The ministry of petroleum and natural resources had earlier rejected the company's request for allocation of 85 mmcfd gas for setting up a fertilizer plant in Multan.
The request was rejected due to the cost differential between the market rate of Rs157.72 per mmbtu (million British thermal unit) for pipeline quality gas and the concessional rate of Rs40.10 per mmbtu for fertiliser plants under the 2001 fertilizer policy and the resultant implication of subsidy.
The firm later modified the request by asking for allocation of 110 mmcfd of gas instead of 85 mmcfd from Mari Gas field.

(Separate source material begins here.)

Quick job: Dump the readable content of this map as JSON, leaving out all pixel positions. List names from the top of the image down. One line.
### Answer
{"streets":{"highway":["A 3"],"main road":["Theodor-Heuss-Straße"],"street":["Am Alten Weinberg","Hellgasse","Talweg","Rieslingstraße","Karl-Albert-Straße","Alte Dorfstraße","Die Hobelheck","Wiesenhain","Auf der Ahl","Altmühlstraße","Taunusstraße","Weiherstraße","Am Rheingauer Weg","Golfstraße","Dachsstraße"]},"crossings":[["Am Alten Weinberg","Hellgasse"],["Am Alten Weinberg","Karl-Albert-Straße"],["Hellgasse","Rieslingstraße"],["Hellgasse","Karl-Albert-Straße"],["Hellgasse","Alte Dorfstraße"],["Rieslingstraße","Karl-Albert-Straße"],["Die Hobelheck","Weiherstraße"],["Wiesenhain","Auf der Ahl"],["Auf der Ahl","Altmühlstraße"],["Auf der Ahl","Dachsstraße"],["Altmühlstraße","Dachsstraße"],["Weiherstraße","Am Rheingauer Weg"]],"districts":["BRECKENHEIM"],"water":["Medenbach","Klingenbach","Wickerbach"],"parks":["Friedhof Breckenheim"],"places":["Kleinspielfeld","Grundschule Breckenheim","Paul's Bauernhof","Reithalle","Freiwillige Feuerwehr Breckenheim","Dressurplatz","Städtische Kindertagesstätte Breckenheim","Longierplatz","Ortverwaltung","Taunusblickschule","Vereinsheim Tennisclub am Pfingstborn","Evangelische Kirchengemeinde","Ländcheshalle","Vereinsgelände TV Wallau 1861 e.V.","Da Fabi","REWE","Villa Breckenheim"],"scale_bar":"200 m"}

Under the fertilizer policy, the cheap gas rates for fertilizer would remain unchanged for seven to 10 years.
The water and power ministry said the Mari gas was supplying 110 mmcfd gas to Wapda's Guddu Thermal Station since 1986 under an agreement which is valid up to December 2010. "Reallocation of this commitment is, therefore, a violation of the agreement," said the ministry.
The power ministry also pointed out that as a result of the change Wapda would incur an additional cost of around Rs330 million per year because of higher prices of gas from the SNGPL, "which will ultimately be passed on to the utility consumers hence causing increase in electricity bills."
Wapda's own 60 km pipeline of 20-inch diameter from Mari to Guddu will be abandoned. As a result, there will be disruption of 20 mmcfd of additional gas from Sari gas field presently going to Guddu station. This would further reduce 100 mw power capacity.
"In case allocation of gas to the TPS Guddu is made from any other alternative source, a new pipeline will have to be laid, which will involve huge expenditure," said the power ministry.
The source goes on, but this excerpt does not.